The printer was assembled and the first prints were done. My journey into the world of 3D printing had just begun.

Six months later

It’s been six months since my first print. In that time I learned a lot. I’ve learned how to make a model and how to prepare it for the print. I’ve learned how to design for 3D printing. I’ve learned about the materials and their pros and cons.

Prusa i3 Mk2 became a solid partner in my dive into the 3D printing. There were times it surprised me with the level of details it can print. I thought that some details were too small and will be lost in the printing, but when the print was done I was surprised to see them.

3D printed little robots

There were a couple of times when I had to go and fix the printer. The 3D printing technology isn’t mature enough like smartphones to give it to everyone and expect everything to work out of the box all the time. It’s a machine you need to take care about. The fixes I needed to do were all simple and when I wasn’t sure what to do next, the support and the community was happy to help me and guide me to the right solution.

I like the wide range of materials the i3 Mk2 can print in. So far I was using PLA and Bronzefill, but Prusa’s website says the printer can print in many more materials – ABS, NinjaFlex, filaments with carbon fibres, nylon, wood and metal composites, and many more.

The upgradability of the printer is its another advantage. People came up with many improvements for the printer. I, for example, have replaced the original spool filaments with a different spool holder. Right now I’m working on adding Raspberry Pi and camera to the printer (more on that soon, stay tuned!). Recently, Prusa announced two upgrades to i3 Mk2.

Recently, Prusa announced two upgrades to i3 Mk2.

The first one, i3 Mk2S fixes some mechanical issues.
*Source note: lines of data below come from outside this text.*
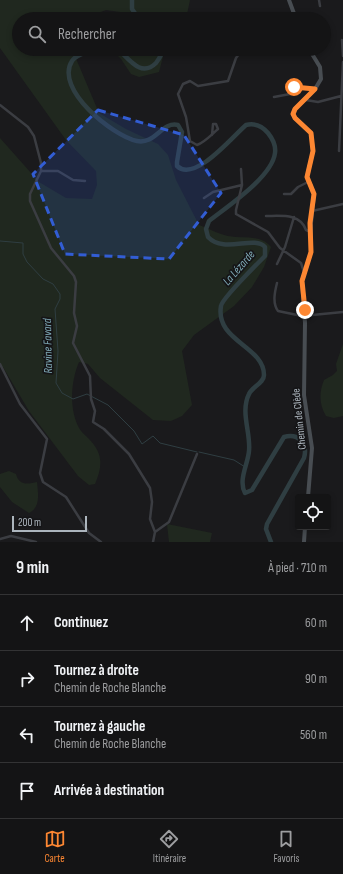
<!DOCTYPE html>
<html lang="fr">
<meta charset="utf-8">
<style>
:root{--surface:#141415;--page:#212122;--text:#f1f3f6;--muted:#9d9ea0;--line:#333334;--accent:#fd8732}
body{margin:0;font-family:"Sofia Sans Condensed",sans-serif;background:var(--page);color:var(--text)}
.controls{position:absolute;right:12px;bottom:12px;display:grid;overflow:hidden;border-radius:4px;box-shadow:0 2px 6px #0003}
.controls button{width:36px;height:36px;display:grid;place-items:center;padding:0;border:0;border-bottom:1px solid var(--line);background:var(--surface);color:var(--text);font:20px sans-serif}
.scale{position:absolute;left:12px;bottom:10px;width:75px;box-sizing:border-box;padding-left:4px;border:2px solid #acb5bd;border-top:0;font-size:11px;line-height:14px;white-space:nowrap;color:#acb5bd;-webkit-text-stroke:3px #151517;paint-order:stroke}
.stop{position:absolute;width:12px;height:12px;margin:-9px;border:3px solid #fd8732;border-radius:50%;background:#fff}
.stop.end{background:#fd8732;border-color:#fff;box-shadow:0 1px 4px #0008}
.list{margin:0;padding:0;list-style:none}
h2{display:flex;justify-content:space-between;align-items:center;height:52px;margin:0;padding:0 16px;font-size:17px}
h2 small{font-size:13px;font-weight:400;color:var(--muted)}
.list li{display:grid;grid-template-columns:26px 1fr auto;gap:12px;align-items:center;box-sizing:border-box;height:56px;padding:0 16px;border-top:1px solid var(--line)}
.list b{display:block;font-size:15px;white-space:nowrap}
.list p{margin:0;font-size:13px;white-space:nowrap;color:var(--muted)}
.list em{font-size:13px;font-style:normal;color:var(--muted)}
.icon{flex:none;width:22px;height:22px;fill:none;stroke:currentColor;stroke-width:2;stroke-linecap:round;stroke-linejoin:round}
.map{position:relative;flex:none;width:343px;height:542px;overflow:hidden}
.search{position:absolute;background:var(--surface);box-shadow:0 2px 6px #0003;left:12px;right:12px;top:12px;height:44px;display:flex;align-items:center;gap:10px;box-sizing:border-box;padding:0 14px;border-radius:22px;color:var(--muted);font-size:15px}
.sheet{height:276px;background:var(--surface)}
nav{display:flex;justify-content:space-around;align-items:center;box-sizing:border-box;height:56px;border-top:1px solid var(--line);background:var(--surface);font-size:11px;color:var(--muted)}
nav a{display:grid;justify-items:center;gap:2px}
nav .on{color:var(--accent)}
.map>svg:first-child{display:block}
</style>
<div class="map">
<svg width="343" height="542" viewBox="0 0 343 542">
<rect width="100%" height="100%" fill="#1a1a1c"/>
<path fill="#20281f" d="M0,0h190l-4,19h-61l-5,-7 -14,-2 -24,9h-63v30h53l27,64 27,16 32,15 10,11 8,25 23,45c9,3 19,9 29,11 16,3 32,-2 43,11l-7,20 -12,20 -18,19 -40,29 -12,16 10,54 -10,11 -11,5 -18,-1 -53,-42 -12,-14 -9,-2c-8,19 -10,45 -1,64 2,5 7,9 10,12 15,15 15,27 7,46l-6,1 -11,-9 -49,-65 -26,-44 -3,-1v-228l39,44 27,16 26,1 5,-14 -1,-14 -30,-31 -66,-92z
M103,49h62l-6,23 -20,5 -8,-3 -10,-15 -7,-7z
M343,344v72l-9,2 -8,-2c-7,-11 -7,-24 -2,-36l9,-5 4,-4 -1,-7z
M9,471l7,3c3,12 12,10 21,8 1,11 4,25 -8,31l-17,-11 -12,-15v-13z
M167,524l45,9 -2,9h-41z"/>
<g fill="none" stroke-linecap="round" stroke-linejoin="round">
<path stroke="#2f3e42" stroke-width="1" d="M0,241l23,2v11l4,8 16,17 10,5 7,10v5l-5,10 3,42 -2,32 6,10 11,6 14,-5 21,11 26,26 8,13 11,-8 7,7 37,9
M199,452l35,8 11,7"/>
<path stroke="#2f3e42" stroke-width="4.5" d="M132,0v9l7,10
M96,49c-7,3 -20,5 -24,12 -18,28 41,75 65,80 18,4 25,-20 41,-16l4,7 -5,30v4c18,17 56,-30 69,-41 8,-2 16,1 22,8 4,5 8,13 7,20 -3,24 -47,53 -66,68l-3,8 2,8c16,17 46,-2 57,10v9c-8,8 -43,43 -44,50 -6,35 43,40 43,69 0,8 -12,12 -15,19 -9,18 2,39 0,57 -1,13 -11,29 -4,42l7,-3 32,-53c15,-4 24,7 20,21l-37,66 -1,5 5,13
M118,49c11,10 23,29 38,14 3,-4 6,-9 7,-14"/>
<path stroke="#3b3d42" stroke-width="2.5" d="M319,0l1,6
M342,40l1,16
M274,97l16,-3 5,-7 20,2
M306,100l12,2 23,-6
M0,105l28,22 6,9 7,27v8l-11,23v7l21,47 23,28 2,6 -2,31 3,13 -4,17 17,33 1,23 4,12 -2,11 11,7 25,25 21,34 2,14 -2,17 5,13 -2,10
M212,135l1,-11h3l2,5c-7,6 -13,13 -21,16l-7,-4 -4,-24 -8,-23 5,-10 7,-3 8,5 30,-5 8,-23 3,-4 29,-5 12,3 15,-3
M339,151l4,-89
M241,169l1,16 -6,25v4l32,18 12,16 21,15 3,9
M41,171h17l15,9 12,1
M284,194h7l7,-7 10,-5
M204,198l9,-6 29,-7
M312,211l31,-7
M266,216c15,0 34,-3 40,14l5,2
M277,264l8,-17 9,-30
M277,283c-2,8 -5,20 1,28l24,5 41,-4
M0,364l20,40 27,35 -7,34 3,9 23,15 23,36 12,9
M155,532l14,-10 28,-68
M0,539l11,-3 25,6"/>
<path stroke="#484d52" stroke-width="4" d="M289,0l7,19
M308,497l4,-49 -8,-53 1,-72 -3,-42 9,-29v-29l3,-29 -7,-17 6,-26 -2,-18 -16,-15 -2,-4 2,-5 20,-20 6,-10 -1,-12 -11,-18
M304,542l1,-15"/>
</g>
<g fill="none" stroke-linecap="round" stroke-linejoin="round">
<path stroke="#fd8732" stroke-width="5" d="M294,87l21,2 -20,20 -2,5 2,4 16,15 2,18 -6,26 7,17 -4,29 1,29 -9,29 3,29"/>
</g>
<path fill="#325dd4" fill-opacity="0.2" stroke="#325dd4" stroke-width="3" stroke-dasharray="8 5" stroke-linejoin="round" d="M98,110l86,25 37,58 -52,66 -104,-5 -32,-80z"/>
<g text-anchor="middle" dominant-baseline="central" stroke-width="3.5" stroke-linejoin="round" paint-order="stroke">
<g font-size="11" fill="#acb5bd" stroke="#151517">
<text transform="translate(299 419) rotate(-96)">Chemin de Clède</text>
</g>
<g font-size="12" font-style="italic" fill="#81acb9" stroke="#151517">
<text transform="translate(239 268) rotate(-49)">La Lézarde</text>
<text transform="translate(48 346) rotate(-91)">Ravine Favard</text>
</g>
</g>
</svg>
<div class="controls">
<button><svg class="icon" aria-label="locate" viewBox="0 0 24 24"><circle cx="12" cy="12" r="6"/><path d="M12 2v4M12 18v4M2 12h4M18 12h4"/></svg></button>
</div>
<div class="scale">200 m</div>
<div class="stop" style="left:294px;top:87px"></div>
<div class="stop end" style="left:305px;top:310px"></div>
<div class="search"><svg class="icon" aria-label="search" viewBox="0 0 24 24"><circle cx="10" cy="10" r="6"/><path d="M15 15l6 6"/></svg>Rechercher</div>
</div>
<section class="sheet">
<h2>9 min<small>À pied · 710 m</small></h2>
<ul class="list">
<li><svg class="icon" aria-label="ahead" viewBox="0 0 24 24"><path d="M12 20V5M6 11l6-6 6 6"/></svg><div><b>Continuez</b></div><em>60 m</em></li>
<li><svg class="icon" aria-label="right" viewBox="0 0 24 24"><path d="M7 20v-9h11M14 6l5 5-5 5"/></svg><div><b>Tournez à droite</b><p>Chemin de Roche Blanche</p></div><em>90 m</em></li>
<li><svg class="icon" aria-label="left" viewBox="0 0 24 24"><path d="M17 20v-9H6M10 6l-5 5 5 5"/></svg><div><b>Tournez à gauche</b><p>Chemin de Roche Blanche</p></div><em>560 m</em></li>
<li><svg class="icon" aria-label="arrive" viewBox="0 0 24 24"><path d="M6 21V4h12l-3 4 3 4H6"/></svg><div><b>Arrivée à destination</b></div></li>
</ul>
</section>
<nav>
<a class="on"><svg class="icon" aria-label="map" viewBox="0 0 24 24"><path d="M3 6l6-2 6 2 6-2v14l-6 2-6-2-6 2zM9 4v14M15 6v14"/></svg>Carte</a>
<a><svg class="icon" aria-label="directions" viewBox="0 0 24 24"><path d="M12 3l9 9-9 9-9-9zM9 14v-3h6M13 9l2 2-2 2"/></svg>Itinéraire</a>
<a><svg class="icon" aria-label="saved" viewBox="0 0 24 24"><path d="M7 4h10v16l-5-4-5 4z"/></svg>Favoris</a>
</nav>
The second one, multi-extrusion, allows the printer to print with 2 or 4 different materials at the same time. The great thing about Prusa is that you don’t need to buy a new printer to have this upgrades. You can just get the upgrades and add them to your printer. If you have i3 you can get an upgrade to i3 Mk2. Just replace the parts and you are done. I love it. It means the long-term costs of the printer are way lower than other solutions.

The thing that annoyed me the most was the calibration process. i3 Mk2 has a system to compensate the bed levelling, but you still have to manually adjust the distance between the nozzle and the heatbed. Adjusting the PINDA probe is also difficult, but it was addressed in Mk2S update and I’m looking forward to test it out.

Final thoughts

Although Prusa i3 Mk2 is my first printer ever, I highly recommend it to everyone. I don’t know if you can get a better quality for such price. It’s upgradable, the community is always helpful and you can print with it practically anything you want.

When it comes to assembled vs kit version, it all boils down to what you want. If you are a maker or it is your first printer, I would recommend taking the kit. I’ve learned a lot about the printer from building it. I have a better understanding how it works. Plus I’ve learned some interesting design ideas.

Prusa i3 Mk2 is a solid printer and after using it for six months I can see why people are praising it.